Conasems e FNP requisitam à Presidência mudança na LOA

24/08/2017

Tendo em vista a proposta de unificação dos blocos de financiamento como um pleito municipalista histórico, o Conasems e a Frente Nacional de Prefeitos requisitaram ao Presidente da República, Michel Temer, a alteração da Lei Orçamentária Anual para o próximo exercício fiscal.
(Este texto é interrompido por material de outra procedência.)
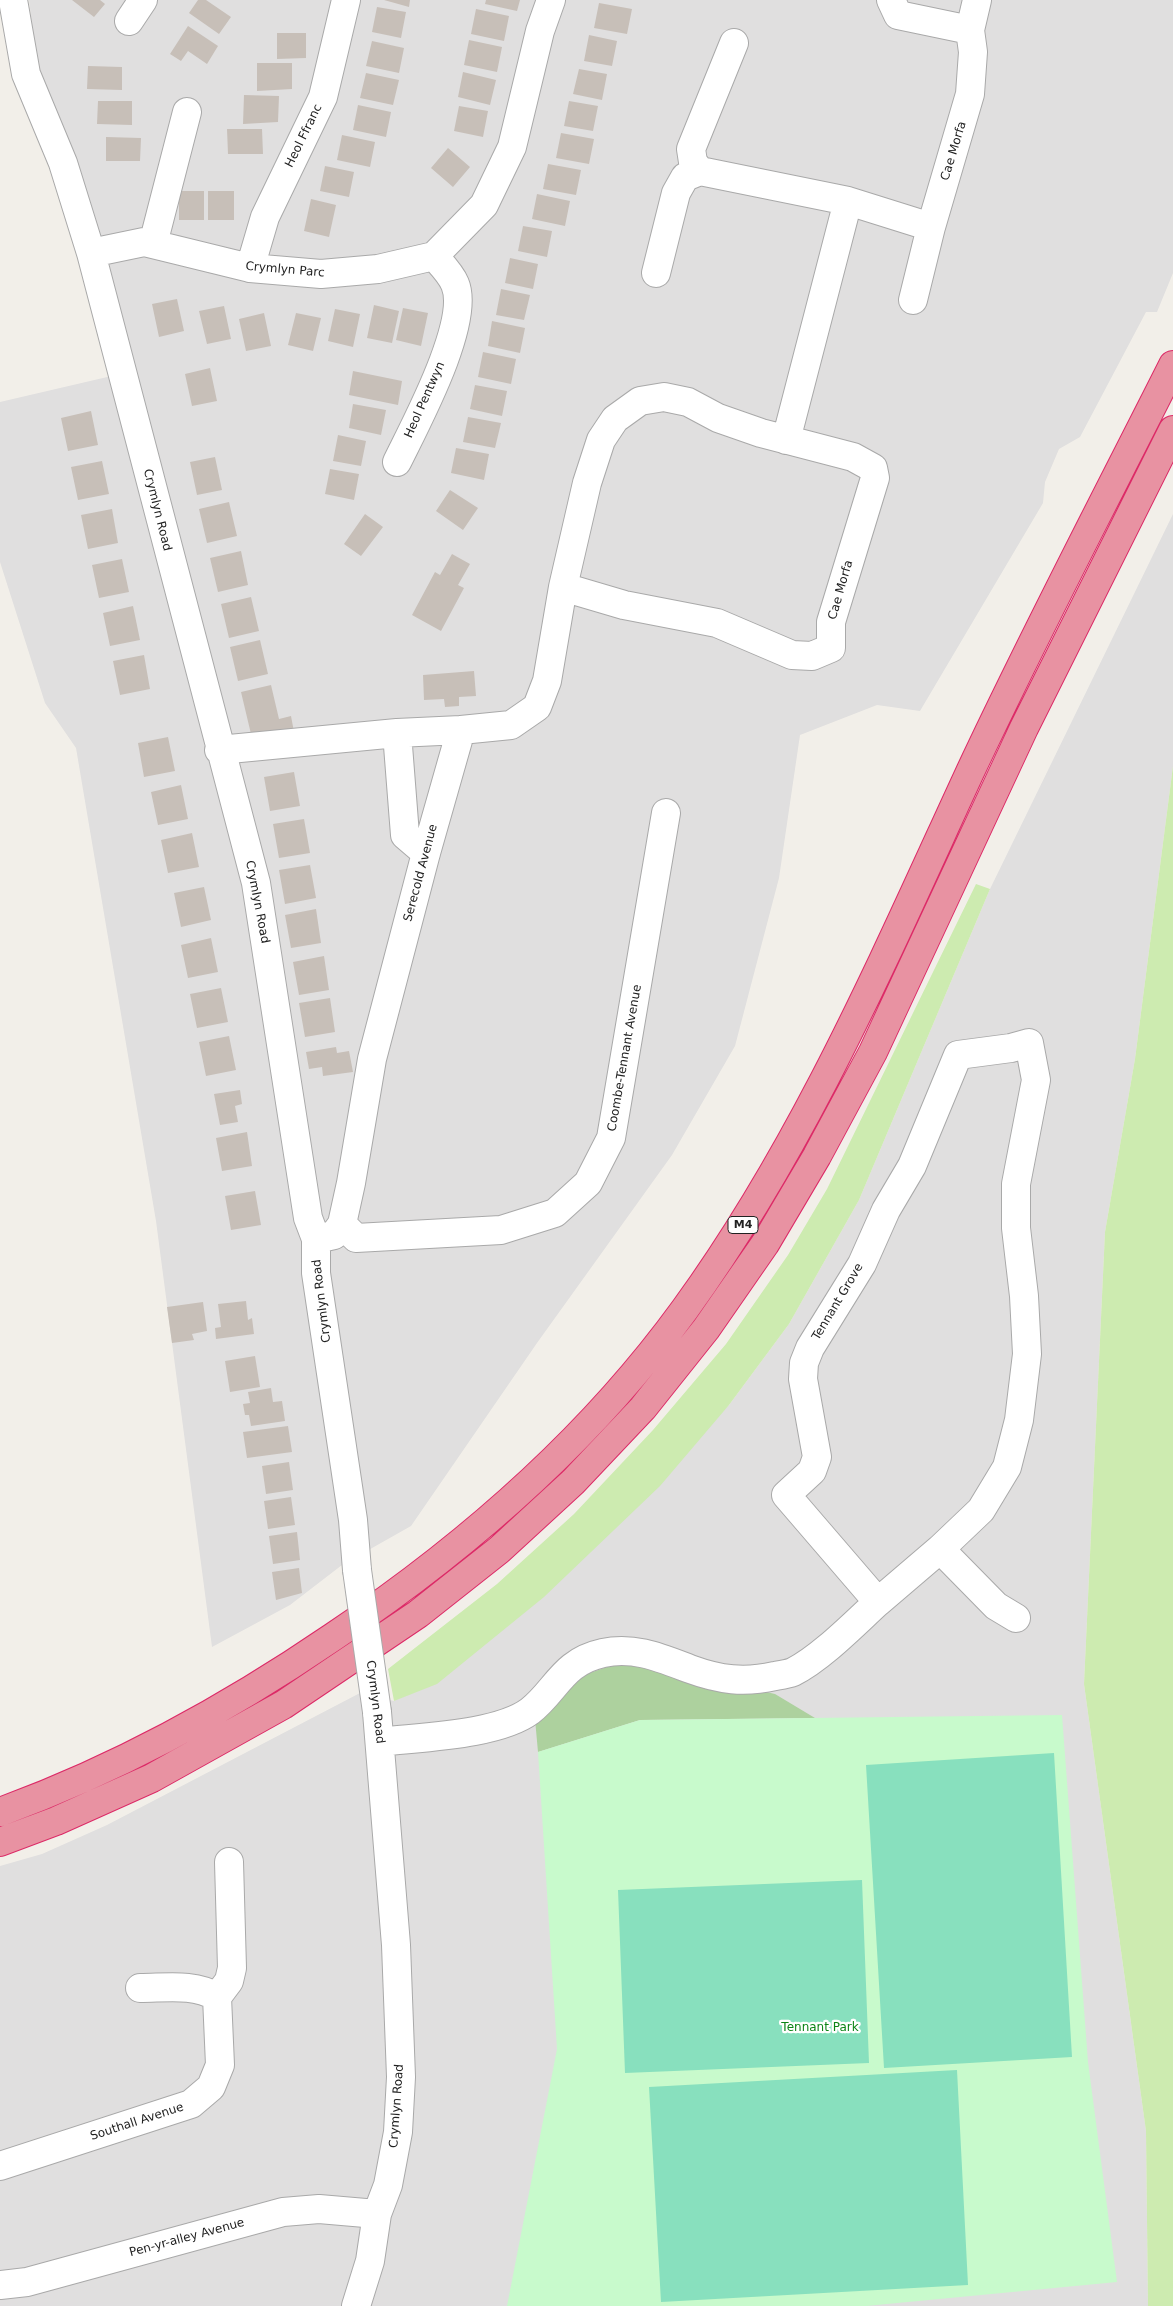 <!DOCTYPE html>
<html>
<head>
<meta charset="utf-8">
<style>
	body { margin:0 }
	canvas { display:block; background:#f2efe9 }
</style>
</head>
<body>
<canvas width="1173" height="2306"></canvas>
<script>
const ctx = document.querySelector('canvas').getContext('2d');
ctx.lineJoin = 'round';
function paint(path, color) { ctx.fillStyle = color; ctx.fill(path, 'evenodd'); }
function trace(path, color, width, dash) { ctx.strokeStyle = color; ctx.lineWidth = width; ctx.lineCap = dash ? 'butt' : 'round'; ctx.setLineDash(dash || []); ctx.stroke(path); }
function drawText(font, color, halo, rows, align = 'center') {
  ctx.font = font + ' "DejaVu Sans",sans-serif'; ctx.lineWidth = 4.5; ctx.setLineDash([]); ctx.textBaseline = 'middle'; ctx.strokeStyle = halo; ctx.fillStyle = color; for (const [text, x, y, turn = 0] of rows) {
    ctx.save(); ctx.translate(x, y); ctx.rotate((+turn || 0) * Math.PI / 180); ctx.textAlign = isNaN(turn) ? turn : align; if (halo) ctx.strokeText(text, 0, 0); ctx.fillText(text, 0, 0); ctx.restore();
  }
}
paint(new Path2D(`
	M 29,0 L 1173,0 L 1173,273 L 1157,312 L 1146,312 L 1080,437 L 1059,449 L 1045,482 L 1043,503 L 920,711 L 877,705 L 800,735 L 779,878 L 735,1046 L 672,1155 L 537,1343 L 411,1526 L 342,1565 L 290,1605 L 212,1647 L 156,1221 L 76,748 L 45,703 L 0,562 L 0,402 L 133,371 L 99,230 L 38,73 Z
	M 1173,514 L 1173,766 L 1135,1059 L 1105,1232 L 1084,1684 L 1146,2131 L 1148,2306 L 0,2306 L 0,1866 L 42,1854 L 107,1825 L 360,1693 L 394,1701 L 729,1405 L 789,1324 L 859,1200 L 990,889 Z`), '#e0dfdf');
paint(new Path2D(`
	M 1173,766 L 1173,2306 L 1148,2306 L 1146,2131 L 1084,1684 L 1105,1232 L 1135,1059 Z
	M 976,884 L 990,889 L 859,1200 L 789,1324 L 729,1405 L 660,1486 L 544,1597 L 437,1684 L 394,1701 L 388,1669 L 497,1584 L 574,1514 L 653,1430 L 726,1344 L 788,1255 L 827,1189 Z`), '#cdebb0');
paint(new Path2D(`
	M 637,1663 L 775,1694 L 815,1718 L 640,1720 L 538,1752 L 535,1719 L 575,1678 L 613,1665 Z`), '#add19e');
paint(new Path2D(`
	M 1062,1715 L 1088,2062 L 1117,2282 L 866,2306 L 507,2306 L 557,2049 L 538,1752 L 640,1720 Z`), '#c8facc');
paint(new Path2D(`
	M 1054,1753 L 1072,2057 L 884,2068 L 866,1765 Z
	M 862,1880 L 869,2063 L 625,2073 L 618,1890 Z
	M 957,2070 L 968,2285 L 661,2302 L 649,2087 Z`), '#88e0be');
paint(new Path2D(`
	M 72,0 L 100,0 L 105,4 L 94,17 Z
	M 198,0 L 206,0 L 231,17 L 219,34 L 189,13 Z
	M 384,0 L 410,0 L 409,7 Z
	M 486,0 L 520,0 L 517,11 L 485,4 Z
	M 599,3 L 632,9 L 627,34 L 594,28 Z
	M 377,7 L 406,12 L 401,38 L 372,32 Z
	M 476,9 L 509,16 L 504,41 L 471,34 Z
	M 188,26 L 218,46 L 207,64 L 188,51 L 181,61 L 170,54 Z
	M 277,33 L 306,33 L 306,58 L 277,59 Z
	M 589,35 L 617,41 L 612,66 L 584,61 Z
	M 469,40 L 502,47 L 497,72 L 464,65 Z
	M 372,41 L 404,48 L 399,73 L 366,66 Z
	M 257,63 L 292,63 L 292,89 L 257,91 Z
	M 88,66 L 122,67 L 122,90 L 87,89 Z
	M 579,69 L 607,74 L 602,100 L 573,94 Z
	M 463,72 L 496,80 L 490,105 L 458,97 Z
	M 366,73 L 399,80 L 393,105 L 360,98 Z
	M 244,95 L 279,96 L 278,122 L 243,124 Z
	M 98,101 L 132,101 L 132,125 L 97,124 Z
	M 569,101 L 598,106 L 593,131 L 564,126 Z
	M 358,105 L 391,112 L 386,137 L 353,130 Z
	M 459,106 L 488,111 L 483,137 L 454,131 Z
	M 227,129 L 262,129 L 263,154 L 228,154 Z
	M 561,133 L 594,139 L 589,164 L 556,158 Z
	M 342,135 L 375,142 L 370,167 L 337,160 Z
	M 106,137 L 141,138 L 140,161 L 106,161 Z
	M 448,148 L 470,167 L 453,187 L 431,168 Z
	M 548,164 L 581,170 L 576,195 L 543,189 Z
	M 325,166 L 354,172 L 349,197 L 320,191 Z
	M 179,191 L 204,191 L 204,220 L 179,220 Z
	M 208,191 L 234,191 L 234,220 L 208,220 Z
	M 537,194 L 570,201 L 565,226 L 532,219 Z
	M 311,199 L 336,205 L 329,237 L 304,231 Z
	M 523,226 L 552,231 L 547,257 L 518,251 Z
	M 510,258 L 538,264 L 533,289 L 505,283 Z
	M 501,289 L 530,295 L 524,320 L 496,315 Z
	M 177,299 L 184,331 L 159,337 L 152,304 Z
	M 374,305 L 399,311 L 392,343 L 367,338 Z
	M 224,306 L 231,339 L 207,344 L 199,311 Z
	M 403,308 L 428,313 L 421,346 L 396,340 Z
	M 335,309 L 360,314 L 353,347 L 328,341 Z
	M 264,313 L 271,346 L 246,351 L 239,319 Z
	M 296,313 L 321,318 L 313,351 L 288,345 Z
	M 492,321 L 525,328 L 520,353 L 488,346 Z
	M 483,352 L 516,359 L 511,384 L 478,377 Z
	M 210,368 L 217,401 L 192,406 L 185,374 Z
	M 353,371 L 402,381 L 398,405 L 349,395 Z
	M 475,385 L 507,391 L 502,416 L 470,409 Z
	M 353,404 L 386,410 L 381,435 L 349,428 Z
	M 91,411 L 98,445 L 68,451 L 61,418 Z
	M 468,417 L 501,423 L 495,448 L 463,442 Z
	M 338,435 L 366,441 L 361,466 L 333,461 Z
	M 456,448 L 489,454 L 484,480 L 451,473 Z
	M 215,457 L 222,490 L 197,495 L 190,462 Z
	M 102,461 L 109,494 L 78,500 L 71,467 Z
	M 330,469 L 359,474 L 354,500 L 325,494 Z
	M 450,490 L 478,508 L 463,530 L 436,511 Z
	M 229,502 L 237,536 L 207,543 L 199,509 Z
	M 112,509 L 118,543 L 88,549 L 81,515 Z
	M 365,514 L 383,527 L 361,556 L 344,544 Z
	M 241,551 L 248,585 L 218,592 L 210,558 Z
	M 452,554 L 470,564 L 458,585 L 464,588 L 441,631 L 412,615 L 435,572 L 440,575 Z
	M 122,559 L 129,592 L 99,598 L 92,565 Z
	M 251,597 L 259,631 L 229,638 L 221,604 Z
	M 133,606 L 140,640 L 110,646 L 103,613 Z
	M 260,640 L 268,674 L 238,681 L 230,647 Z
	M 144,655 L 150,689 L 120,695 L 113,661 Z
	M 474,671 L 476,696 L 459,697 L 459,706 L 445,707 L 444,699 L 424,700 L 423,675 Z
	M 271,685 L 279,719 L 291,716 L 294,732 L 251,734 L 241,692 Z
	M 168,737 L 175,771 L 144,777 L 138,743 Z
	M 294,772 L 300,806 L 270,811 L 264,777 Z
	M 181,785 L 188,819 L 158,825 L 151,792 Z
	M 304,819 L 310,853 L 279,858 L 273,824 Z
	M 192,833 L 199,867 L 168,873 L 161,840 Z
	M 310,865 L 316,898 L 285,904 L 279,870 Z
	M 204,887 L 211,920 L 181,927 L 174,893 Z
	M 316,909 L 321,943 L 291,948 L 285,915 Z
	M 211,938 L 218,972 L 188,978 L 181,945 Z
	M 324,956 L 329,990 L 299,995 L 293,962 Z
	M 221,988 L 228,1022 L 197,1028 L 190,994 Z
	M 330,998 L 335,1032 L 305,1037 L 299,1003 Z
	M 229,1036 L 236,1070 L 206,1076 L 199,1042 Z
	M 336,1047 L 337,1053 L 349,1051 L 353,1072 L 323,1076 L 322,1067 L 309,1069 L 306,1052 Z
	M 240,1090 L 242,1104 L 235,1106 L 238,1122 L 220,1125 L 214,1094 Z
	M 247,1132 L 252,1166 L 222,1171 L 216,1138 Z
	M 255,1191 L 261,1225 L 231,1230 L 225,1196 Z
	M 246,1301 L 248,1320 L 252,1318 L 254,1334 L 216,1339 L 215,1328 L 221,1327 L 218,1304 Z
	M 203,1302 L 207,1331 L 192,1334 L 194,1340 L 172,1343 L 167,1307 Z
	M 255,1356 L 260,1387 L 230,1392 L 225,1361 Z
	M 271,1388 L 273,1402 L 282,1401 L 285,1421 L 251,1426 L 249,1415 L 245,1415 L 243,1404 L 250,1403 L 248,1392 Z
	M 288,1426 L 292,1452 L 247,1458 L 243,1432 Z
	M 289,1462 L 293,1490 L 266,1494 L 262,1466 Z
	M 291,1497 L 295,1525 L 268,1529 L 264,1501 Z
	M 297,1532 L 300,1560 L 273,1564 L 269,1536 Z
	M 299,1568 L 302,1593 L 276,1600 L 272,1572 Z`), '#c7bfb8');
const minor = new Path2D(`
	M 13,0 L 26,74 L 63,163 L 91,253 L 256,883 L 308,1218 L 316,1239 L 316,1273 L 353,1520 L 357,1570
	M 891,0 L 898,15 L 970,30
	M 129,21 L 143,0
	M 734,43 L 691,149 L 693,162 L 700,171 L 848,201 L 931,227
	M 153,244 L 187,112
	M 91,253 L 144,242 L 250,268 L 321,274 L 378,269 L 434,256 L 484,205 L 512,147 L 540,31 L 551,0
	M 250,268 L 265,217 L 323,97 L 346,0
	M 656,273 L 676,193 L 685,177 L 700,171
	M 913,300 L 931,227 L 970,94 L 973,52 L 970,30 L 977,0
	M 786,440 L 848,201
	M 397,462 C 415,425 471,322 455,284 C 451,274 441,264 434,256
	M 461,730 L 511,725 L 537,707 L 547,681 L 563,587 L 587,483 L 601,440 L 615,419 L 640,401 L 664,397 L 688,402 L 718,418 L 761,433 L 853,457 L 873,468 L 875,478 L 831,622 L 831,648 L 812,656 L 792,655 L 717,623 L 624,605 L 563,587
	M 397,733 L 405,835 L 426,853
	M 219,750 L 397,733 L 461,730 L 426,853 L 372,1059 L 351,1183 L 342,1224 L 334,1235 L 316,1239
	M 1029,1043 L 1036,1080 L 1016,1184 L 1016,1228 L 1024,1296 L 1027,1354 L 1019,1420 L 1007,1467 L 981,1510 L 940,1549 L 878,1602 L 786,1495 L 812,1471 L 817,1457 L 803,1379 L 804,1363 L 810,1348 L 862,1264 L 886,1210 L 912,1166 L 958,1055 L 1011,1048 Z
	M 342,1224 L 356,1238 L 501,1230 L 555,1213 L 588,1183 L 611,1138 L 666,813
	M 940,1549 L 996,1606 L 1016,1618
	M 380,1742 C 421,1737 498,1735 530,1711 C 557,1690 562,1662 603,1653 C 634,1646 661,1658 690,1669 C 720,1680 744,1683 775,1676 C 781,1675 788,1674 793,1672 C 821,1658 855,1623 878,1602
	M 140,1988 C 166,1988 194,1983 217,1997
	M 217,1997 L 229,1981 L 232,1968 L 229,1862
	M 0,2166 L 191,2104 L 211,2087 L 220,2065 L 217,1997
	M 0,2285 L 27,2282 L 283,2212 L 319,2209 L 377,2214
	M 356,2306 L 370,2261 L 377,2214 L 388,2185 L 398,2132 L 401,2077 L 396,1945 L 377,1712`);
const highway = new Path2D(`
	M 0,1812 C 118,1769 229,1708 333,1637 C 467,1547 590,1440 685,1309 C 805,1144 885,956 970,772 C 1034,635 1105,500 1173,365
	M 0,1842 L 56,1821 L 152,1778 L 283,1705 L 418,1614 L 499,1550 L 573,1482 L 643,1408 L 706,1329 L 765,1244 L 817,1156 L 873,1052 L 1024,728 L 1173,430`);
trace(minor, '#a9a9a9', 30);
trace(highway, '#dc2a67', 30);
trace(minor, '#fff', 28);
trace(highway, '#e892a2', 28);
const minorBridge = new Path2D(`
	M 357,1570 L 377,1712`);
trace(minorBridge, '#a9a9a9', 30, []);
trace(minorBridge, '#fff', 28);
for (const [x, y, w] of [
	[743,1225,30]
]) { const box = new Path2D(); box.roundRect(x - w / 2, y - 8.5, w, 17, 4); ctx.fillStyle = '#fff'; ctx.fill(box); trace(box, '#222', 1); }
drawText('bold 11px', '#222', null, [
	["M4",743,1225]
]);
drawText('12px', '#222', '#fff', [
	["Heol Ffranc",304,136,-64],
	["Cae Morfa",954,151,-73],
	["Crymlyn Parc",285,270,5],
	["Heol Pentwyn",425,400,-66],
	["Crymlyn Road",157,510,76],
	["Cae Morfa",841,590,-74],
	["Serecold Avenue",421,873,-75],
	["Crymlyn Road",257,902,79],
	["Coombe-Tennant Avenue",625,1058,-80],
	["Crymlyn Road",322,1301,-97],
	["Tennant Grove",838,1302,-59],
	["Crymlyn Road",375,1702,83],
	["Crymlyn Road",397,2106,-86],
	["Southall Avenue",137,2122,-18],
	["Pen-yr-alley Avenue",187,2238,-15]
]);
drawText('12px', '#0c8416', '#fff', [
	["Tennant Park",820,2028]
]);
</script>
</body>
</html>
A requirimento foi feito por ofício e encaminhado ao gabinete presidencial nesta quinta-feira (24).

No documento são destacados os seguintes pontos:

1 – A descentralização da gestão e das políticas da saúde no Brasil é um dos princípios organizativos do Sistema Único de Saúde – SUS, disciplinada na Constituição Federal e regulamentada pelas Leis 8.080/90 (Lei Orgânica da Saúde) e 8.142/90. De acordo com este princípio, o poder e a responsabilidade sobre o SUS são distribuídos entre as três esferas de gestão do sistema, objetivando que o acesso e a prestação das ações e serviços de saúde sejam mais eficientes, com mais qualidade e transparência. No entanto, as formas de financiamento das políticas de saúde atualmente utilizadas, contrariam os princípios constitucionais, levando a concentração desordenada de recursos financeiros. Tal situação, vem propiciando a desarticulação entre os serviços prevalecendo, bem como a alocação de recursos pautada na produção de procedimentos e não nas necessidades de saúde da população.

2 – A Constituição Federal determina como um dos objetivos da República Brasileira a redução das desigualdades sociais e regionais. A partilha dos recursos da União para Estados e Municípios é um dos fundamentos para se alcançar a equidade regional, e ocorre por meio de mecanismos de repasse de verbas da esfera federal para a estadual e municipal com caráter redistributivo. Tais repasses corroboram no sentido de minimizar as desigualdades do país, tanto no que se refere à disponibilidade local de recursos para investimento em saúde quanto nos perfis epidemiológicos.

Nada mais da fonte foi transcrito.